● **What this task involves**: Retype the records below exactly as they stand, omitting the pictures.

● **Data records**:
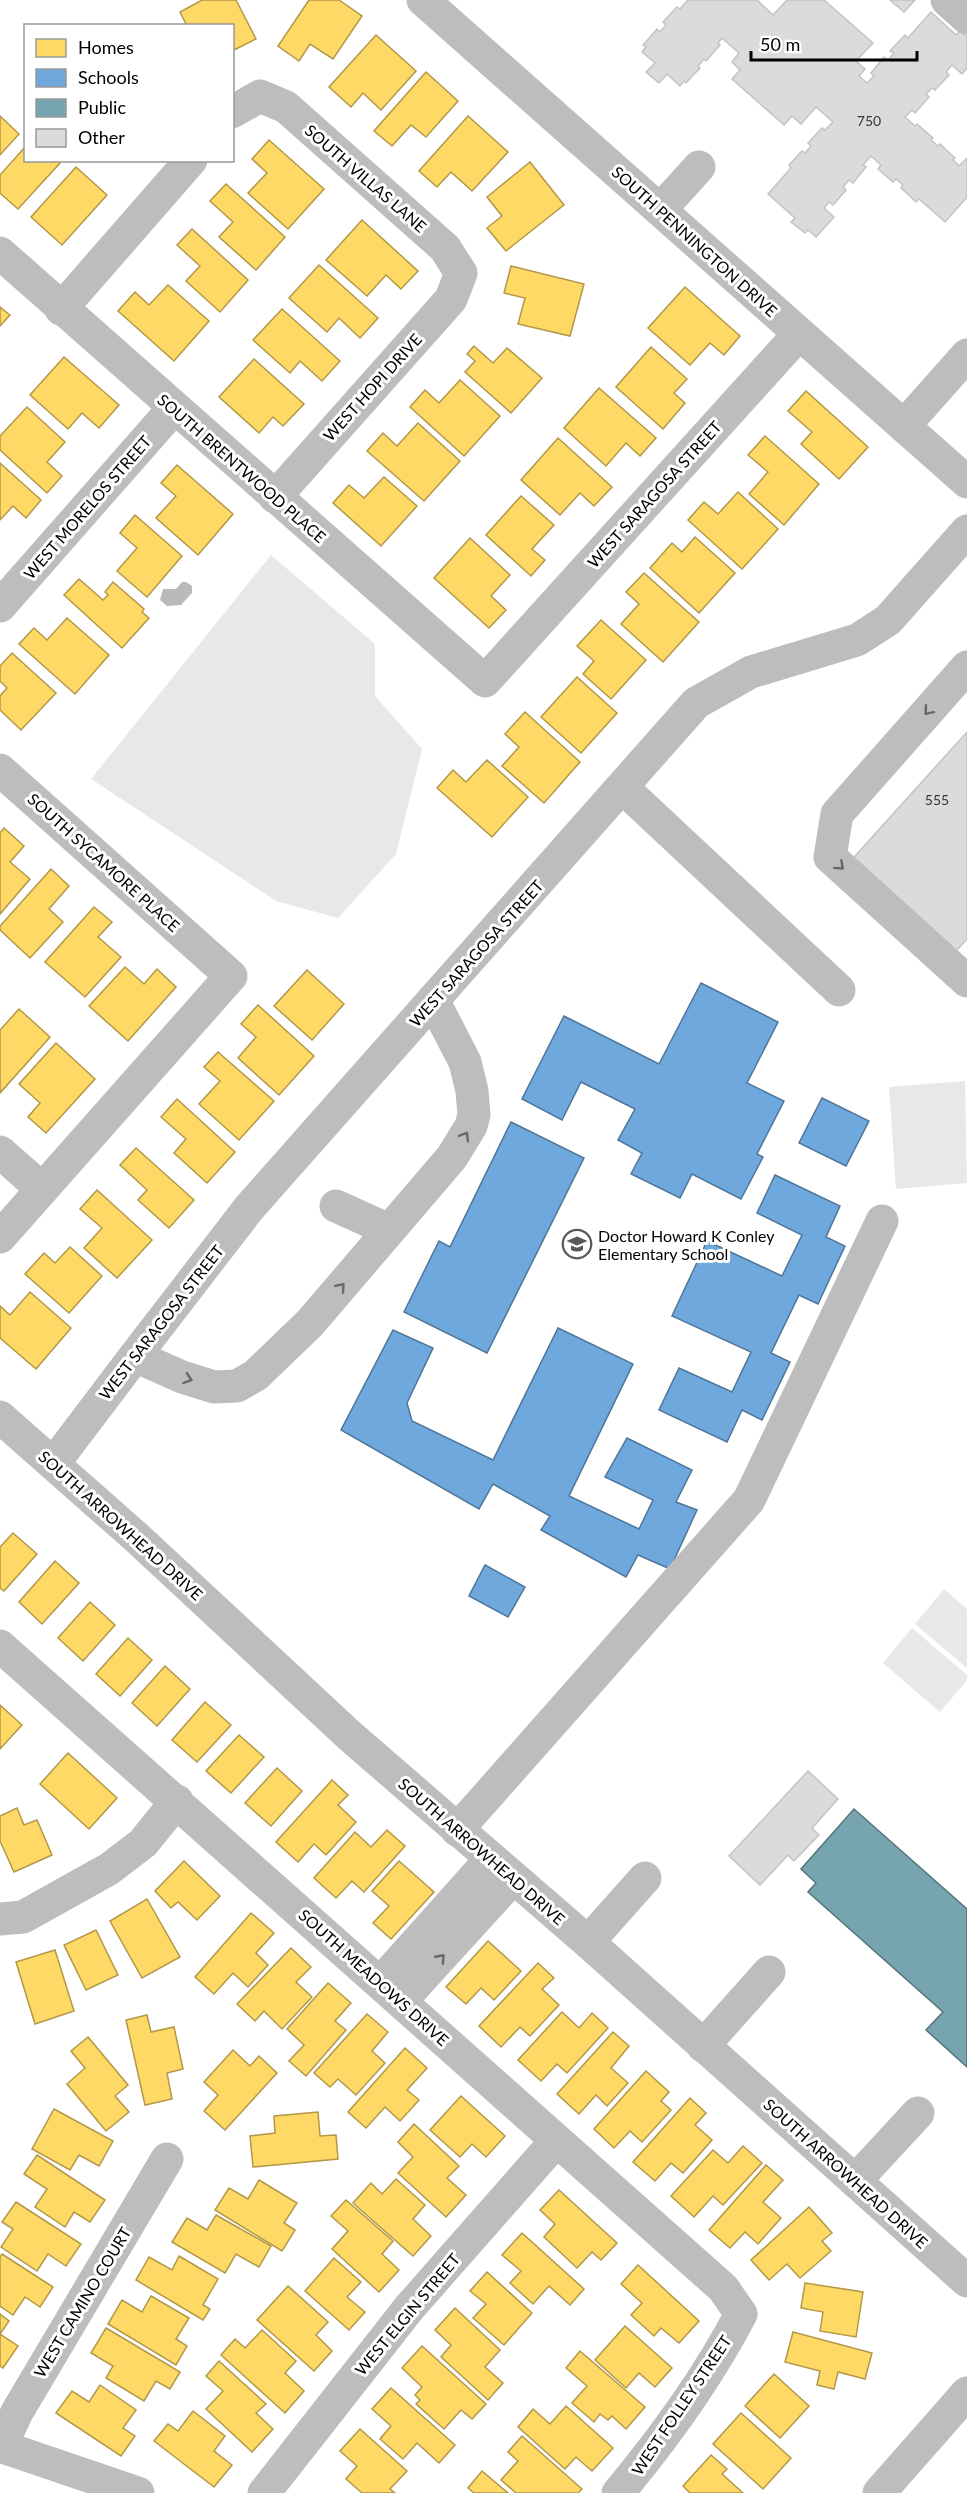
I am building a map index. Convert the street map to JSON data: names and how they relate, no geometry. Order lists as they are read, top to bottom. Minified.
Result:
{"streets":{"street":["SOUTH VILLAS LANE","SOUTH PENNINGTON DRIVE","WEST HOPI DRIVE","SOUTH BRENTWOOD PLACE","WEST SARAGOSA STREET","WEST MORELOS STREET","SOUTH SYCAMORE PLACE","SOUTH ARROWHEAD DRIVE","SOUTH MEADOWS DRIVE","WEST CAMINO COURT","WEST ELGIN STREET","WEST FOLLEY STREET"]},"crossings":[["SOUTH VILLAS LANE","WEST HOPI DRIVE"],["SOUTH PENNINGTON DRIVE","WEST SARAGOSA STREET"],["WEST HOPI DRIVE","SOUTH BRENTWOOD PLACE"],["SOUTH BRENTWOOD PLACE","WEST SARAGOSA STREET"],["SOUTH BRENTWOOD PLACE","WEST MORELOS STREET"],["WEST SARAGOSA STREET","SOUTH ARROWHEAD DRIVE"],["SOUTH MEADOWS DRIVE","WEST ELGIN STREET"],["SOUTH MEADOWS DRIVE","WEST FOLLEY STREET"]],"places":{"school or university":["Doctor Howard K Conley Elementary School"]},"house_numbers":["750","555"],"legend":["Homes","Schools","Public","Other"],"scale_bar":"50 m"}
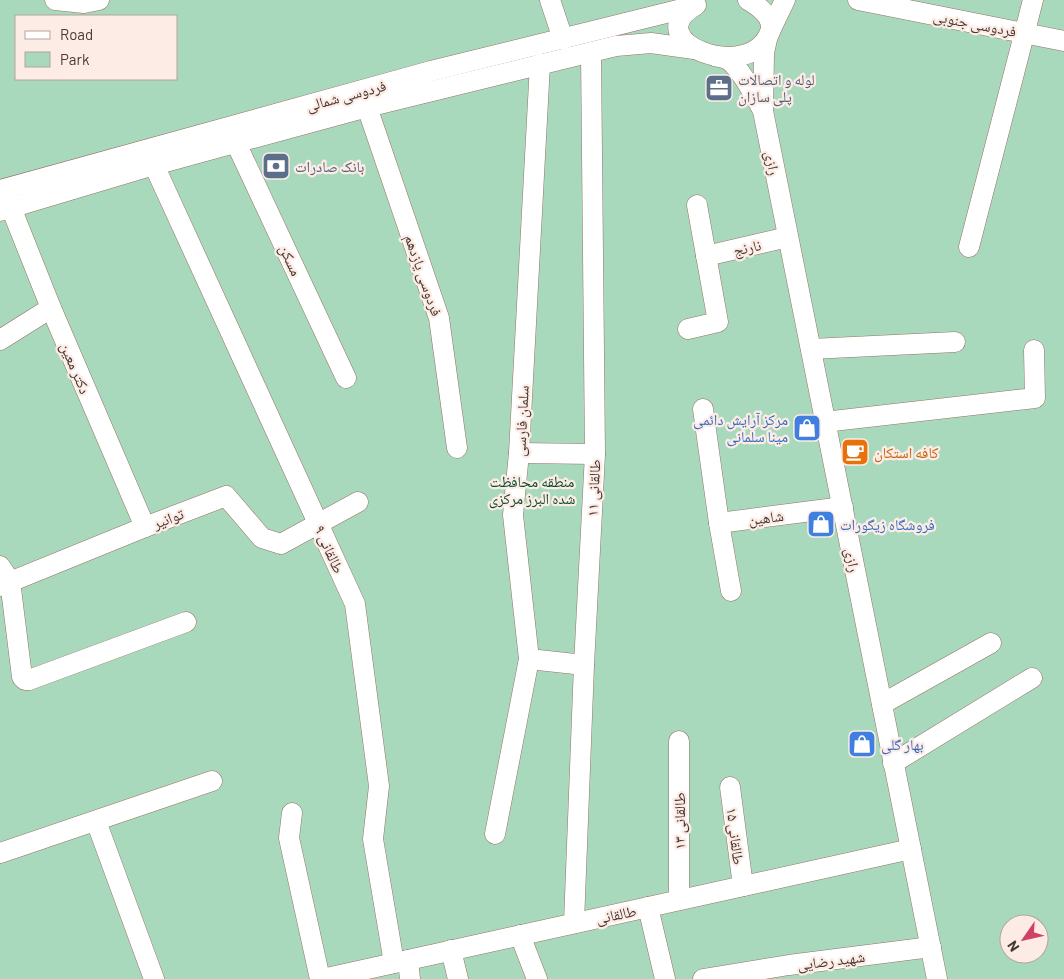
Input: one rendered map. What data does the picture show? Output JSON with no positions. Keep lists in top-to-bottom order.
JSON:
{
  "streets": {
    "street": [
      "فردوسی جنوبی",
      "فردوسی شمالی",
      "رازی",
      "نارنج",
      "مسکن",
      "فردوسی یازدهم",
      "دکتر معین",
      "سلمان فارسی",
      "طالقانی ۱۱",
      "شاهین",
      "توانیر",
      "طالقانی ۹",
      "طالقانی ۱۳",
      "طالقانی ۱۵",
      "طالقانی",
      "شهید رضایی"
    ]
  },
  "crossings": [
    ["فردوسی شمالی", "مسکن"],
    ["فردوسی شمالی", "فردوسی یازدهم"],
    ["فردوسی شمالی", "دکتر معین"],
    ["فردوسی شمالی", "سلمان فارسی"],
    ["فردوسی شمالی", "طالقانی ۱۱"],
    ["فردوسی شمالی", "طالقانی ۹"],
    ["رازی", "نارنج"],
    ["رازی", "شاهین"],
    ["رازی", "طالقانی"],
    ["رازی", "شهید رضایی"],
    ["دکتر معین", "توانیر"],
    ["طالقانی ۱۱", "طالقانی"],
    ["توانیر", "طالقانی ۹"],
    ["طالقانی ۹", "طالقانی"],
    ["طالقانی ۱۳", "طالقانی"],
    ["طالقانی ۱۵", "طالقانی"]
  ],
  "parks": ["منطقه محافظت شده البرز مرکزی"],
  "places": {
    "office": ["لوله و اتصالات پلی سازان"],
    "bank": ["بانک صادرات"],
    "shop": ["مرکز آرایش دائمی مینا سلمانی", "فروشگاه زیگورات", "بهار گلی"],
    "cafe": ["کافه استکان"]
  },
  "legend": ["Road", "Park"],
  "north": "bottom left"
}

● **Response area**:
I am building a map index. Convert the street map to JSON data: names and how they relate, no geometry. Order lists as they are read, top to bottom. Minified.
Result:
{"streets":{"street":["SOUTH VILLAS LANE","SOUTH PENNINGTON DRIVE","WEST HOPI DRIVE","SOUTH BRENTWOOD PLACE","WEST SARAGOSA STREET","WEST MORELOS STREET","SOUTH SYCAMORE PLACE","SOUTH ARROWHEAD DRIVE","SOUTH MEADOWS DRIVE","WEST CAMINO COURT","WEST ELGIN STREET","WEST FOLLEY STREET"]},"crossings":[["SOUTH VILLAS LANE","WEST HOPI DRIVE"],["SOUTH PENNINGTON DRIVE","WEST SARAGOSA STREET"],["WEST HOPI DRIVE","SOUTH BRENTWOOD PLACE"],["SOUTH BRENTWOOD PLACE","WEST SARAGOSA STREET"],["SOUTH BRENTWOOD PLACE","WEST MORELOS STREET"],["WEST SARAGOSA STREET","SOUTH ARROWHEAD DRIVE"],["SOUTH MEADOWS DRIVE","WEST ELGIN STREET"],["SOUTH MEADOWS DRIVE","WEST FOLLEY STREET"]],"places":{"school or university":["Doctor Howard K Conley Elementary School"]},"house_numbers":["750","555"],"legend":["Homes","Schools","Public","Other"],"scale_bar":"50 m"}
Input: one rendered map. What data does the picture show? Output JSON with no positions. Keep lists in top-to-bottom order.
JSON:
{
  "streets": {
    "street": [
      "فردوسی جنوبی",
      "فردوسی شمالی",
      "رازی",
      "نارنج",
      "مسکن",
      "فردوسی یازدهم",
      "دکتر معین",
      "سلمان فارسی",
      "طالقانی ۱۱",
      "شاهین",
      "توانیر",
      "طالقانی ۹",
      "طالقانی ۱۳",
      "طالقانی ۱۵",
      "طالقانی",
      "شهید رضایی"
    ]
  },
  "crossings": [
    ["فردوسی شمالی", "مسکن"],
    ["فردوسی شمالی", "فردوسی یازدهم"],
    ["فردوسی شمالی", "دکتر معین"],
    ["فردوسی شمالی", "سلمان فارسی"],
    ["فردوسی شمالی", "طالقانی ۱۱"],
    ["فردوسی شمالی", "طالقانی ۹"],
    ["رازی", "نارنج"],
    ["رازی", "شاهین"],
    ["رازی", "طالقانی"],
    ["رازی", "شهید رضایی"],
    ["دکتر معین", "توانیر"],
    ["طالقانی ۱۱", "طالقانی"],
    ["توانیر", "طالقانی ۹"],
    ["طالقانی ۹", "طالقانی"],
    ["طالقانی ۱۳", "طالقانی"],
    ["طالقانی ۱۵", "طالقانی"]
  ],
  "parks": ["منطقه محافظت شده البرز مرکزی"],
  "places": {
    "office": ["لوله و اتصالات پلی سازان"],
    "bank": ["بانک صادرات"],
    "shop": ["مرکز آرایش دائمی مینا سلمانی", "فروشگاه زیگورات", "بهار گلی"],
    "cafe": ["کافه استکان"]
  },
  "legend": ["Road", "Park"],
  "north": "bottom left"
}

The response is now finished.